Font Size:  

Chapter 27

Droppingmy head into my hands, I dig the heels of my palms into my eye sockets, creating kaleidoscopes of color spotting across my vision.

A vein in my temple throbs painfully, maniacally, as I pore over the list of possible IP addresses of the flash drive culprit, growing more agitated with Ivers International’s incompetence at finding the person.

Earlier this morning, a third flash drive appeared, that same grainy footage not attributed to my state-of-the-art security, but filmed with an outside party’s camera.

Marcelline brought it in with the mail, and when I plugged it into my desktop, I was met with the black and white evidence of me baring my soul to my wife, both of us stark naked in the ocean.

Somehow, compared to the others which caught us in the middle of lascivious acts, this one felt more intimate. More exposing.

More purposeful.

I just can’t figure out why they’re appearing in the first place.

If it was about exposing me to the press, for any number of the crimes I’ve had expunged from my record over the years, most likely they would’ve been leaked already.

If it were Rafe’s doing, I have a difficult time imagining why he’d agree to give me Elena, effectively terminating his contract with Bollente Media, and fucking up the mediocre criminal empire he’s built.

Even though his name doesn’t hold as much weight in Boston as it once did, I still don’t see him resorting to self-sabotage, and then still trying to extort me in the process.

Leaning back in my desk chair, I stare up at the vaulted ceiling, losing myself in thought for several minutes. The house is silent tonight, Elena having turned in with a new copy of Virginia Woolf’s A Room of One’s Own she bought at the only bookstore on the island.

For the first time in a long time, I reach beneath my dresser, my hand smoothing past the pistol secured just above my thigh, and tear off the Polaroid taped to the underside.

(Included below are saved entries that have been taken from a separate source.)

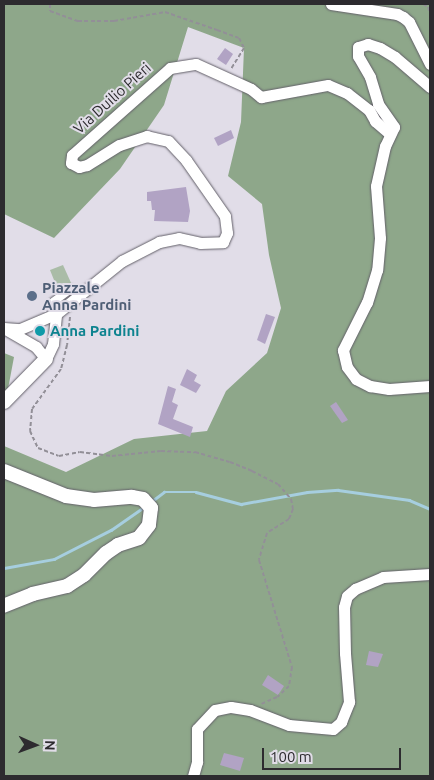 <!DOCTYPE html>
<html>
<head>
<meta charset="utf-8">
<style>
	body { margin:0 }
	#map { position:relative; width:434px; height:780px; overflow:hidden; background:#e1dde8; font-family:Ubuntu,sans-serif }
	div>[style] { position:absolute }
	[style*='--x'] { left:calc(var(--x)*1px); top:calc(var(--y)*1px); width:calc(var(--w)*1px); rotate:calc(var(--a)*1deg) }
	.green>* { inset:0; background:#aabca7 }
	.forest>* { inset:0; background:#8ea78a }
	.stream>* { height:2.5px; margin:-1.25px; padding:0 1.25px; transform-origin:1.25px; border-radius:1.25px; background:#a6cedf }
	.building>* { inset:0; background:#b1a3c4 }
	.path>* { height:2px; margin-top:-1px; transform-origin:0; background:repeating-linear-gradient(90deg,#928f97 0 4px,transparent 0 6.5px) }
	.roads { filter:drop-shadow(0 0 1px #636069) drop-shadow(0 0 1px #636069) }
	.pedestrian>* { height:8px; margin:-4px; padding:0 4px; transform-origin:4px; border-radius:4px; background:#fff }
	.minor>* { height:11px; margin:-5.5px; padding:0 5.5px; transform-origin:5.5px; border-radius:5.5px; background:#fff }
	.tertiary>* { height:14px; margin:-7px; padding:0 7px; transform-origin:7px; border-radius:7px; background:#fff }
	.dots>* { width:14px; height:14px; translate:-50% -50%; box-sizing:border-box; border:2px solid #e1dde8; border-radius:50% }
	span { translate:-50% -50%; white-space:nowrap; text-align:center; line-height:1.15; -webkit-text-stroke:4px #e1dde8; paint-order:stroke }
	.street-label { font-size:15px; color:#2d2b2f }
	.service-label { font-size:15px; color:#4e5e75; font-weight:700 }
	.left { translate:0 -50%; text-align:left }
	.culture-label { font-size:15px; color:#0d838f; font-weight:700 }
	.frame { position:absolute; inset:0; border:5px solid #2d2b2f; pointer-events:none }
	.north { position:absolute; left:10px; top:720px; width:50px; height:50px; -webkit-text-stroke:4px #e1dde8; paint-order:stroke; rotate:92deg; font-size:14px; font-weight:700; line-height:20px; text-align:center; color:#2d2b2f }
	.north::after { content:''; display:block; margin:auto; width:18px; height:22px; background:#2d2b2f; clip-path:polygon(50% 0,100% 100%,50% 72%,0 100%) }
	.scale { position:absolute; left:262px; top:748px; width:139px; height:22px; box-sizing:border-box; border:2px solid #2d2b2f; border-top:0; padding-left:6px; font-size:15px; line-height:18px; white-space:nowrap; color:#2d2b2f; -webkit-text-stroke:4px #e1dde8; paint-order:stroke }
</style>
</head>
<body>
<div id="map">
	<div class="green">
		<div style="clip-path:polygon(63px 265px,72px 285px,58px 290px,50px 270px)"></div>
	</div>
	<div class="forest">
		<div style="clip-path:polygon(4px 4px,430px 4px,430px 776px,4px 776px,4px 446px,66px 472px,134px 439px,207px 431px,226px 391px,267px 353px,281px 308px,269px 255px,262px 204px,228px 176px,241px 122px,244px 48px,188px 27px,164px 105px,120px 169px,54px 238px,4px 214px)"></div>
		<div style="clip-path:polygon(4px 353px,14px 357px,4px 410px)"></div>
	</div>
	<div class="stream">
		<div style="--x:152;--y:501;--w:15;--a:-37"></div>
		<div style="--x:164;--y:492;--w:32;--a:0"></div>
		<div style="--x:196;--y:492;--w:47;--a:14.9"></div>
		<div style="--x:241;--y:504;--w:67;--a:-10.3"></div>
		<div style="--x:307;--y:492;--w:31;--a:-4"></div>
		<div style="--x:338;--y:490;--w:72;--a:8"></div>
		<div style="--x:409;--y:500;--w:23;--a:23"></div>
		<div style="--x:4;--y:568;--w:51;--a:-10.2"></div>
		<div style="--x:54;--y:559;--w:64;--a:-27"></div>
		<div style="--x:111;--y:530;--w:40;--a:-34.9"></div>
	</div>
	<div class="building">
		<div style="clip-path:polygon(225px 48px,233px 54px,226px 65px,217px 59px)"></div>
		<div style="clip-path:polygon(231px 130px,234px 138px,218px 146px,214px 138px)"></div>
		<div style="clip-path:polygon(186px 187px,190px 211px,188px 222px,154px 221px,155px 210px,152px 210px,151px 201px,147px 201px,147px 192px)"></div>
		<div style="clip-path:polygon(266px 314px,275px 317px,265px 344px,257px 340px)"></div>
		<div style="clip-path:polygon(187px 369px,197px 375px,194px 381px,201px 385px,196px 393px,180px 385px)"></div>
		<div style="clip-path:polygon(168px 386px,176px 389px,172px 402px,178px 405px,173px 419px,193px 427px,190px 437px,158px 424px)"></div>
		<div style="clip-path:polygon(336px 402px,348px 420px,342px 423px,330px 406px)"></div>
		<div style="clip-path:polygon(369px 651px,383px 654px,378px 667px,366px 665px)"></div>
		<div style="clip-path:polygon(268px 675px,284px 686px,278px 695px,262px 685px)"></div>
		<div style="clip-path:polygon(224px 753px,244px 758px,240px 771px,220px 765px)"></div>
	</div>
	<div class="path">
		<div style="--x:50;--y:4;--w:7;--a:90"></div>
		<div style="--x:50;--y:11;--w:30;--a:20"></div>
		<div style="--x:78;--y:21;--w:36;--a:0"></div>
		<div style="--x:114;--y:21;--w:52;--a:-10"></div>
		<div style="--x:165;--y:12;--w:55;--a:19.1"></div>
		<div style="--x:217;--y:30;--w:23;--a:20"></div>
		<div style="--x:239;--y:38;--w:11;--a:63"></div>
		<div style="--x:244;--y:48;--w:25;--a:122"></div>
		<div style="--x:423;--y:4;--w:6;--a:31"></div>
		<div style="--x:428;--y:7;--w:6;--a:72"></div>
		<div style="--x:70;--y:317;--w:28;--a:96"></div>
		<div style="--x:67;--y:345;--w:25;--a:104"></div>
		<div style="--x:61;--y:369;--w:49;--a:125.9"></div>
		<div style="--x:32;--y:409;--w:22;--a:95"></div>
		<div style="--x:30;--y:431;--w:19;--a:65"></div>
		<div style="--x:38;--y:448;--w:22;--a:21"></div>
		<div style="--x:59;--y:456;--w:21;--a:-11"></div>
		<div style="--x:80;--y:452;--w:32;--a:7"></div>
		<div style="--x:112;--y:456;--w:49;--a:-5.8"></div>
		<div style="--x:161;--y:451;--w:34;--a:2"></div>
		<div style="--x:195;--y:452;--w:36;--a:16"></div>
		<div style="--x:230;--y:462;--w:24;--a:22"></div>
		<div style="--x:252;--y:471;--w:29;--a:27"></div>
		<div style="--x:278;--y:484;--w:20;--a:49"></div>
		<div style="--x:291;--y:499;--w:10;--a:79"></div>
		<div style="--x:293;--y:509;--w:11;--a:112"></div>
		<div style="--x:289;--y:519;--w:26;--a:148"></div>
		<div style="--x:267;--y:533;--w:28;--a:107"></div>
		<div style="--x:259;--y:560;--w:112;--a:72.9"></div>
		<div style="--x:292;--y:667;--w:19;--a:99"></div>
		<div style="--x:289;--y:686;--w:16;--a:137"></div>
		<div style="--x:277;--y:697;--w:17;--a:156"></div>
	</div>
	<div class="roads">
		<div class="pedestrian">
			<div style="--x:56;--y:314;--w:12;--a:-104"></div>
			<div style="--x:53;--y:302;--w:22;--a:-36"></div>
		</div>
		<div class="minor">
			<div style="--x:331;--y:4;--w:67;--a:8.6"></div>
			<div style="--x:397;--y:14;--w:7;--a:27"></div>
			<div style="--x:403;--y:17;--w:8;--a:40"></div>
			<div style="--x:409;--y:22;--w:47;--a:63.4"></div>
			<div style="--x:430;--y:87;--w:46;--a:-139.4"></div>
			<div style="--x:395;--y:57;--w:17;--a:-149"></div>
			<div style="--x:380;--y:48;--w:13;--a:-162"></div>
			<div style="--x:368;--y:44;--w:10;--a:163"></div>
			<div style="--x:358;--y:47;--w:9;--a:90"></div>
			<div style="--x:358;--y:56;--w:24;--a:60"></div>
			<div style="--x:370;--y:77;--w:28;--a:73"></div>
			<div style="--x:378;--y:104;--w:28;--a:55"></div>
			<div style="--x:394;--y:127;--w:21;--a:115"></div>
			<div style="--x:385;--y:146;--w:41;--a:102.7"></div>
			<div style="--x:376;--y:186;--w:52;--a:85.6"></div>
			<div style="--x:380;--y:238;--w:32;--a:95"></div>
			<div style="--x:377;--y:270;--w:34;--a:107"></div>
			<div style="--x:367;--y:302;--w:54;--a:116.6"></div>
			<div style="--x:343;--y:350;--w:17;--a:77"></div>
			<div style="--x:347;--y:367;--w:15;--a:53"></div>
			<div style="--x:356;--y:379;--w:16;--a:27"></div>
			<div style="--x:370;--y:386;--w:19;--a:9"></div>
			<div style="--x:389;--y:389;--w:41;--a:-4.2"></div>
			<div style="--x:4;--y:328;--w:16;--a:4"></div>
			<div style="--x:20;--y:329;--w:39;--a:-23"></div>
			<div style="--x:56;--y:314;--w:85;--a:-38.8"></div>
			<div style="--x:122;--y:261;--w:42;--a:-27.2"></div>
			<div style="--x:159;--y:242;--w:20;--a:-11"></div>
			<div style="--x:179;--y:238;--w:22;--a:13"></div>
			<div style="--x:200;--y:243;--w:23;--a:-2"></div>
			<div style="--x:223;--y:242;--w:10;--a:-66"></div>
			<div style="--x:227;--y:233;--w:17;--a:-97"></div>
			<div style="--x:225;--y:216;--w:68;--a:-124.9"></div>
			<div style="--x:186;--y:160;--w:26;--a:-133"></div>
			<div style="--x:168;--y:141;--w:22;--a:-167"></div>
			<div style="--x:147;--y:136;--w:29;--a:162"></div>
			<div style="--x:119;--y:145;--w:38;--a:148"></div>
			<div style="--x:87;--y:165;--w:8;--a:166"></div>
			<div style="--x:79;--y:167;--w:9;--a:-153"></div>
			<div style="--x:71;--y:163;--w:8;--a:-83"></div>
			<div style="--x:72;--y:155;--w:131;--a:-41.6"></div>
			<div style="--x:170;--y:68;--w:26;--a:-9"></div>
			<div style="--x:196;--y:64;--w:60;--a:24.4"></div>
			<div style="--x:251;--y:89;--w:13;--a:39"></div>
			<div style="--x:261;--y:97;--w:68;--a:-10.2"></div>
			<div style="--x:328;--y:85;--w:21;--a:23"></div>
			<div style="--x:347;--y:93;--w:28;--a:38"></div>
			<div style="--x:369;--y:110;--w:13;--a:61"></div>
			<div style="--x:375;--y:121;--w:20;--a:41"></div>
			<div style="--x:7;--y:330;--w:34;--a:30"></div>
			<div style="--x:36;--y:347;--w:16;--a:50"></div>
			<div style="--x:46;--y:359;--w:17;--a:-65"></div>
			<div style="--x:53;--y:344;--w:30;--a:-84"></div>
			<div style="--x:193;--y:776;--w:15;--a:-74"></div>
			<div style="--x:197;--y:762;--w:33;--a:-90"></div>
			<div style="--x:197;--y:729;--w:26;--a:-47"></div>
			<div style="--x:215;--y:710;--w:16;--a:-11"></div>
			<div style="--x:231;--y:707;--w:19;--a:9"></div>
			<div style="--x:250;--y:710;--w:42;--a:21"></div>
			<div style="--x:289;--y:725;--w:44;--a:5.2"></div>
			<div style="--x:333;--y:729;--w:11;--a:-41"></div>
			<div style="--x:341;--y:722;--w:22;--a:-68"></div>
			<div style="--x:349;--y:702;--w:49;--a:-94.7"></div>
			<div style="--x:345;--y:653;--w:46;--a:-91.2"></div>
			<div style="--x:344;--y:607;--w:11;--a:-75"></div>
			<div style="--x:347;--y:596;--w:11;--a:-41"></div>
			<div style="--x:355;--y:589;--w:30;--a:-23"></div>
			<div style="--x:383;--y:577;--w:47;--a:-3.7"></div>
		</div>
		<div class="tertiary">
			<div style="--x:4;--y:402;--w:60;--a:-45.7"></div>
			<div style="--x:4;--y:471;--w:67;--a:22"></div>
			<div style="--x:66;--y:496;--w:28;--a:8"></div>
			<div style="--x:94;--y:500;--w:38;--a:-5"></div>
			<div style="--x:132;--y:497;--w:11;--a:10"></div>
			<div style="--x:143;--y:499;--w:12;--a:48"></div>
			<div style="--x:151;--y:508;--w:17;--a:97"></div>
			<div style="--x:149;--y:525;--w:16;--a:128"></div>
			<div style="--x:139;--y:538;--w:22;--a:162"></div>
			<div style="--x:118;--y:545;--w:14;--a:146"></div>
			<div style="--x:106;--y:553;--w:31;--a:135"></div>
			<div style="--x:84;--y:575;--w:20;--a:147"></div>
			<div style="--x:67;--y:586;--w:35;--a:167"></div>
			<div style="--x:33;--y:594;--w:31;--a:158"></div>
		</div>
	</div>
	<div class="dots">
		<div style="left:32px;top:296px;background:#5c6f8a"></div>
		<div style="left:40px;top:331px;background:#0f9aa8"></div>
	</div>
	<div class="street-label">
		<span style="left:112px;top:98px;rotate:-42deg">Via Duilio Pieri</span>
	</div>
	<div class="service-label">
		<span class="left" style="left:42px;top:296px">Piazzale<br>Anna Pardini</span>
	</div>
	<div class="culture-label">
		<span class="left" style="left:50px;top:331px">Anna Pardini</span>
	</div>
	<div class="frame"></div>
	<div class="north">N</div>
	<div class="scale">100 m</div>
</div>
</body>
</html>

Unlike the crumpled, worn one I keep on hand of Violet, this one is so infrequently handled that it’s still in mint condition; the edges remain straight, the colors on the picture itself only slightly warped due to the passage of time. Otherwise, it’s as if the photo’s just popped out of its camera.

My mother sits up in a hospital bed, a pink bandana pulled tight over her head, because she’d just begun losing her hair after restarting chemotherapy treatments.

She’s spooning chocolate pudding out of a plastic cup, staring at whoever’s behind the camera, but her smile points at me. Even as she sits there, her body devouring itself from the inside out, she’s trying to reassure me that everything is okay.

That it will all be okay.

‘That’s the love of a mother,’nurses would sometimes say, because keeping in high spirits while trying to fight off a terminal illness isn’t something everyone can do, year after year, day after day. And yet, she made it a point to, always trying to get me to see the brighter side of things.

That big, toothy grin of hers stirs an ache within me that I haven’t allowed myself to feel in years, and a fresh dose of shame injects itself into my veins, because I can’t stop thinking of how disappointed she’d be in the way my life turned out.

“You look like you’ve seen a ghost.”

Elena’s voice yanks me from my introspection, and I jolt up, straightening my spine as she enters the office. She makes her way over to me, taking a seat on my lap before I’ve even managed to ask her to.

Like she knows it’s where she belongs.

She looks at the photo, then back at me, as if waiting to see if I’ll continue.

“My mother,” I offer, smiling softly. “She passed when I was thirteen.”

One arm slides up around my neck, slipping around my shoulders, and Elena presses her head into mine. “Cancer?”

“Invasive lobular carcinoma,” I say with a slight nod. Pain lances through my heart at the term, sawing the organ in half. “When she was first diagnosed, they just called it an abnormal growth in her left breast. I don’t think they wanted to acknowledge it was that particular form of cancer, because she was so young.”

Like being struck by lightning, a sudden, sharp pang splits my chest, shocking me to the core.

Thirty-two. My mother was thirty-two when she died.

The realization that soon I’ll have been on this planet longer than her cuts deep, prodding at a scabbed wound I once believed was healed. Yet, the way it throbs and chips away, drawing new, fresh blood, suggests otherwise.

“She’s beautiful,” Elena says quietly, pulling me gently from the downward spiral of my thoughts, without even necessarily meaning to. She stares at the picture with a soft look on her face, unaware of the existential crisis brewing in the back of my mind, content that I’m once again sharing one of the secret facets of my life.